You can find answers to some commonly asked questions about my assignments and grading here: FAQ

Suggested topics

Suggested Topics

  1. In what sense can our authors be called “empiricists”? (Here, as in the other topics below, you should most likely select two of them to compare, not necessarily all three together). To what extent would “empiricism” mean the same thing applied to each, and in what ways would the meaning of the term have to differ? For example: what is “experience” for each of them, and in what way does it form the sole basis for our knowledge? As opposed to what? What makes anyone so much as suppose there might be some other basis (i.e., against what opponent is the empiricist arguing)? What else is there to our knowledge besides experience? What is the difference between sensation, imagination, and thought (if the last two are different)? What role is played by space, time, body (solid extended substance), spirit (incorporeal substance), or causation, in making experience possible and/or how does experience form the basis for the knowledge we have (if any) about those things?

  2. In what ways do our authors take themselves to be, or present themselves as, partisans of common sense? What is common sense, and what is good about it? What opposes it (e.g. absurd, wrangling philosophy, “superstition”) and why? What forces tend to corrupt healthy common sense? How can we tell the difference between what is really common sense and what is merely received opinion or entrenched superstition? When, if at all, is it possible or necessary for correct philosophy to depart from common sense? By adding to it? By outright opposing it?

  3. What does or would it mean, according to our authors, for “God” to “exist”? How could we know, or how do we know, whether he exists? What possible role is there, for example, for revelation, for tradition, for common sense, or for philosophical argument, in establishing the right conclusion? How do our moral failings (e.g., greed, ambition, desire for power, laziness, desire to escape responsibility) tend to distort our thought about this subject in particular? Why should we care about getting the correct answer?

  4. What, according to our authors, is or should be the relationship between our theoretical concerns (our concerns qua wanting to know the truth) and our practical concerns (our concerns qua wanting to act correctly)? What can or should or must we be satisfied as agents (doers), and how different from what we could be satisfied with as knowers? Is there a kind of knowledge or justified faith that is based on practical principles (i.e., moral principles)? Or must it always be the other way around (practical conclusions must be based on theoretical principles)? Or could it go both ways? Consider relating these questions specifically to our knowledge of and/or reliance on the existence of external world, the predictability of the future, the existence of others (other minds = finite spirits), or the existence of God.

  5. What, according to our authors, is the meaning of personal identity: in what sense can we say that the same person exists at different times? Why do we or should we think that there are such continuing, identical persons (including ourselves)? Do we know that there are? What, if any, is the role of experience (including “inner sense”) in establishing that conclusion, if there is such a conclusion? Why, if at all, does it matter whether the conclusion is correct? What would be the epistemological and/or moral implications of deciding that there are no such continuing, identical persons (persons who are the same person at different times)? Or is that suppositions just absurd?

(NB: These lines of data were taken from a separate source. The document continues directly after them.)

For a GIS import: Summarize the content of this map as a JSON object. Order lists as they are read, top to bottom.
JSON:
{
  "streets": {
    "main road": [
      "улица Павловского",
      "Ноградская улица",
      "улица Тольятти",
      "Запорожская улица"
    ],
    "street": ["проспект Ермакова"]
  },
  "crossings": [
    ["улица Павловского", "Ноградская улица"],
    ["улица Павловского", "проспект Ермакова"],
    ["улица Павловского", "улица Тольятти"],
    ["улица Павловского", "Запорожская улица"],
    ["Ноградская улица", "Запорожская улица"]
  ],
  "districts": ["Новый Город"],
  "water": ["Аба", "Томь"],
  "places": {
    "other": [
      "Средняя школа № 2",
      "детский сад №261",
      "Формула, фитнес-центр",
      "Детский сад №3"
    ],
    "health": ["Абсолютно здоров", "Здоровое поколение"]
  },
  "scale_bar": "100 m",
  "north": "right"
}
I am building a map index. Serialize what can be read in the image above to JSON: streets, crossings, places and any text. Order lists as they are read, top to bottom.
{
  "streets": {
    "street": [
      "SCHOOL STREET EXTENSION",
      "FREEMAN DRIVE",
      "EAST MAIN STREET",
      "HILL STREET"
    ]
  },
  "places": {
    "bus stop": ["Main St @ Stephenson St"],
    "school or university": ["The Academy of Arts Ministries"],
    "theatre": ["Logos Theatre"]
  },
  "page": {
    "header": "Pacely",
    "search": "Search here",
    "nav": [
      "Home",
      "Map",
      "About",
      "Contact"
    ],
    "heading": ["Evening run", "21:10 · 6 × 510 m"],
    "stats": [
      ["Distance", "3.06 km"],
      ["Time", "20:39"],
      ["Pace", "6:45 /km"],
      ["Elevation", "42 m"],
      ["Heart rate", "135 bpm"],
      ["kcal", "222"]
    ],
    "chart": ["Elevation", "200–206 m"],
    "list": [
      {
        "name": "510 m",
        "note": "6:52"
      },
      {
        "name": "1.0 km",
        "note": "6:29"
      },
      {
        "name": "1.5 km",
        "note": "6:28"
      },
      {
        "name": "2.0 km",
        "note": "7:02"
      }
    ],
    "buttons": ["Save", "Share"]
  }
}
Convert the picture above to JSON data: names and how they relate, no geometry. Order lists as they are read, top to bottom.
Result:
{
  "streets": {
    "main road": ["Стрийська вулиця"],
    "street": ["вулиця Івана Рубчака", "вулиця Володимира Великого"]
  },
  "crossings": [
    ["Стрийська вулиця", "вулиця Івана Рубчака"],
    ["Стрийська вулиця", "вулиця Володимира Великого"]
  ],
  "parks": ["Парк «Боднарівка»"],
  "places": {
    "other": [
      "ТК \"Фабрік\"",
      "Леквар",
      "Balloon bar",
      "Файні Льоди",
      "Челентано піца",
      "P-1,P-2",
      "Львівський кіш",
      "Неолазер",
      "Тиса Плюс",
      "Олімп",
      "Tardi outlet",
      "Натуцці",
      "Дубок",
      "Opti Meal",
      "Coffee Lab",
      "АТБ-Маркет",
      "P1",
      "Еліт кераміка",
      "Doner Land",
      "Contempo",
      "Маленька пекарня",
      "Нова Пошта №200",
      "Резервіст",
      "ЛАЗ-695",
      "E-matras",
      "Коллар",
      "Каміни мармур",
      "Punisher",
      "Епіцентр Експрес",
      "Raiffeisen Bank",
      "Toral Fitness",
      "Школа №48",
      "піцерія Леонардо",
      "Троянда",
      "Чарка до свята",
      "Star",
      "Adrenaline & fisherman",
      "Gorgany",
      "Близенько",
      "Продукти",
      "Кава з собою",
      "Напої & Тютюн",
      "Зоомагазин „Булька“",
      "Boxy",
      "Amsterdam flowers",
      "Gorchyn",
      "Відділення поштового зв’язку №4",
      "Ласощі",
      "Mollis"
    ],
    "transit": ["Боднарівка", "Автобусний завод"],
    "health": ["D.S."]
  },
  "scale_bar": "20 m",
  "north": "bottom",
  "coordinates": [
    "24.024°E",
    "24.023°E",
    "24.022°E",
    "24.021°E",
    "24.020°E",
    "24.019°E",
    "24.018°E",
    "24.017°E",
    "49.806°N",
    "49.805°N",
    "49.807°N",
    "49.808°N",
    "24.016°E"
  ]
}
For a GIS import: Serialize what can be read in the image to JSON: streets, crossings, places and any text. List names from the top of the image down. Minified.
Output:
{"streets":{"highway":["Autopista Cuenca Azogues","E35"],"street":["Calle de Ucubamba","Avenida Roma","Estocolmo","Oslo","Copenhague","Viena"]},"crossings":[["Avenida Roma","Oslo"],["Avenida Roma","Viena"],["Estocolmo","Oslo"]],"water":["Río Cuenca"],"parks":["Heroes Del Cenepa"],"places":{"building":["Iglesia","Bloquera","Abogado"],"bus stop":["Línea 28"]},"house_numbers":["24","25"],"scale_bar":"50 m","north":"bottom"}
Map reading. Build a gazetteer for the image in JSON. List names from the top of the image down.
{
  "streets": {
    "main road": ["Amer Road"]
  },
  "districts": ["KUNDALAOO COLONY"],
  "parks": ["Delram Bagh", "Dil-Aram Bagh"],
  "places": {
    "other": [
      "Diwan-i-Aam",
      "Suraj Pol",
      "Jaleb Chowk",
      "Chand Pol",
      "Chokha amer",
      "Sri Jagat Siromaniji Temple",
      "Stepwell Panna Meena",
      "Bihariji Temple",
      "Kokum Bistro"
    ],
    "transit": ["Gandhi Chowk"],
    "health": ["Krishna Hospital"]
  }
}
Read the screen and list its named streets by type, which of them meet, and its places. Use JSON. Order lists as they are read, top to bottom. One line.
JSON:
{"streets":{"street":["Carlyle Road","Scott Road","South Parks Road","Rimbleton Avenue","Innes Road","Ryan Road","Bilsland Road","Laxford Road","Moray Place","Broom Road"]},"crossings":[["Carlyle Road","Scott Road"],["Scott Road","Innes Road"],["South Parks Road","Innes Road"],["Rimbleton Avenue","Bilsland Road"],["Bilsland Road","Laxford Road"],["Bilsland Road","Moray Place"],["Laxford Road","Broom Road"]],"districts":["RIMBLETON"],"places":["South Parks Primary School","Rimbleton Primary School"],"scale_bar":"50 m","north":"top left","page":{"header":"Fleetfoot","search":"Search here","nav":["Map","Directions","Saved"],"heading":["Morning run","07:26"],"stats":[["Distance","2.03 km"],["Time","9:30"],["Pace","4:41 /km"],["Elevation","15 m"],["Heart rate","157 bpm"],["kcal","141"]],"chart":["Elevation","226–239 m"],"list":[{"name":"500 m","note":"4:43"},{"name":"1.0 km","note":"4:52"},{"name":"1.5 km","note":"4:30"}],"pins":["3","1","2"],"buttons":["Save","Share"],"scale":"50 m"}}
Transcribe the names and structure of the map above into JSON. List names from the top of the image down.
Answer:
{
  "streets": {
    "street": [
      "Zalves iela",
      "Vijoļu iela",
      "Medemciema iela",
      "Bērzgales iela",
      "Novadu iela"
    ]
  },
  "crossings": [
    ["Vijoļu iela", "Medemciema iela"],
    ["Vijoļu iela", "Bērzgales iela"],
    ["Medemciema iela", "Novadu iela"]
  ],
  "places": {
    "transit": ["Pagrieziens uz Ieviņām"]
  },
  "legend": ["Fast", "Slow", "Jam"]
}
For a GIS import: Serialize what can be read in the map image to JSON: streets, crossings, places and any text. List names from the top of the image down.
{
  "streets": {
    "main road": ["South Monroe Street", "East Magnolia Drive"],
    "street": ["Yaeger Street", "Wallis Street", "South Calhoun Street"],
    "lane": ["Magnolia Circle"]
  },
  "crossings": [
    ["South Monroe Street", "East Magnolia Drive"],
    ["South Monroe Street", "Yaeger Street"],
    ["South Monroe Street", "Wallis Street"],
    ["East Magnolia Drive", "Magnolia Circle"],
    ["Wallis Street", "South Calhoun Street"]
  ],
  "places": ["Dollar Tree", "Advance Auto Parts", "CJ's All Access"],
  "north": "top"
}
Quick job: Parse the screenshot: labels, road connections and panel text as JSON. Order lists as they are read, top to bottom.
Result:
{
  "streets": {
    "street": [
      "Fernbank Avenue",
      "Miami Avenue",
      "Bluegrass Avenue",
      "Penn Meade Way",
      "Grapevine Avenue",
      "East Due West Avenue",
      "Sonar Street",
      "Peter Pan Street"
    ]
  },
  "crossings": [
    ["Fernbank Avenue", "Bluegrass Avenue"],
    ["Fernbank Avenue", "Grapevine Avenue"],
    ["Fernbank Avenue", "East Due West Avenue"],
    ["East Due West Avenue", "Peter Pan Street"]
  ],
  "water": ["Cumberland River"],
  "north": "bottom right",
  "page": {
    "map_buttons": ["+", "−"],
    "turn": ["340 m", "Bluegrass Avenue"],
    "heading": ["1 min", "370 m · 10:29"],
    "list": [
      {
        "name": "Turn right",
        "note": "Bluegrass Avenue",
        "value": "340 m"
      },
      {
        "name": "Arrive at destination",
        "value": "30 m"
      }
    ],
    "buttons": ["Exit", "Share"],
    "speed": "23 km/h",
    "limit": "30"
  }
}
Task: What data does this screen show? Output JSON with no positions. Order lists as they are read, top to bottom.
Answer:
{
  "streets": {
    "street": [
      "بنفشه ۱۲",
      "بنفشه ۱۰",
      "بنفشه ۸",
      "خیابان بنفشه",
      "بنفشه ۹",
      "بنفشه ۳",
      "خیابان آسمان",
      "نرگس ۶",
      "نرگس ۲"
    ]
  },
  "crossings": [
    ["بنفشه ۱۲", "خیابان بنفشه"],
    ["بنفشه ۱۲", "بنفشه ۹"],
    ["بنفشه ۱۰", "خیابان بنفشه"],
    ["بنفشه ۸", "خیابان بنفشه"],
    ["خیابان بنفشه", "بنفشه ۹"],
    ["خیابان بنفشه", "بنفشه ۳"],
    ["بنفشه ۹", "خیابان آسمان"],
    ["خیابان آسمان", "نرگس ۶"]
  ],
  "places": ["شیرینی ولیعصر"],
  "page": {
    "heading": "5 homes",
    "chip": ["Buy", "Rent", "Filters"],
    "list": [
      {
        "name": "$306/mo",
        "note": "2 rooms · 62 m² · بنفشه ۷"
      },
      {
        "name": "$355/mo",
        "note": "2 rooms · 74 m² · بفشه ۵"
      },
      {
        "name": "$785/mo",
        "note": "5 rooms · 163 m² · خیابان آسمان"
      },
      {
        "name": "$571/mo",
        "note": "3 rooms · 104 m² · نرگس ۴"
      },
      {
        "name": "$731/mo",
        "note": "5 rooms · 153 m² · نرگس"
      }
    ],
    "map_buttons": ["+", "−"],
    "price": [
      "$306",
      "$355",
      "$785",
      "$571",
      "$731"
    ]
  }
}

  6. What, according to our authors, is the basis of, and the content of, mathematics (i.e., arithmetic and geometry — though you might want to focus on just one of the two)? In what sense, if at all, is mathematical knowledge better (more certain, more precise, more universal, more reliable, more useful) than other types of knowledge, and why? What are the limits of mathematical knowledge? In what ways do mathematicians tend to claim more than they are really justified in claiming, and why? What, if anything, makes mathematics especially important in physical science? In “mechanics” (or say, roughly, in engineering)? How is moral knowledge similar to or different from mathematics?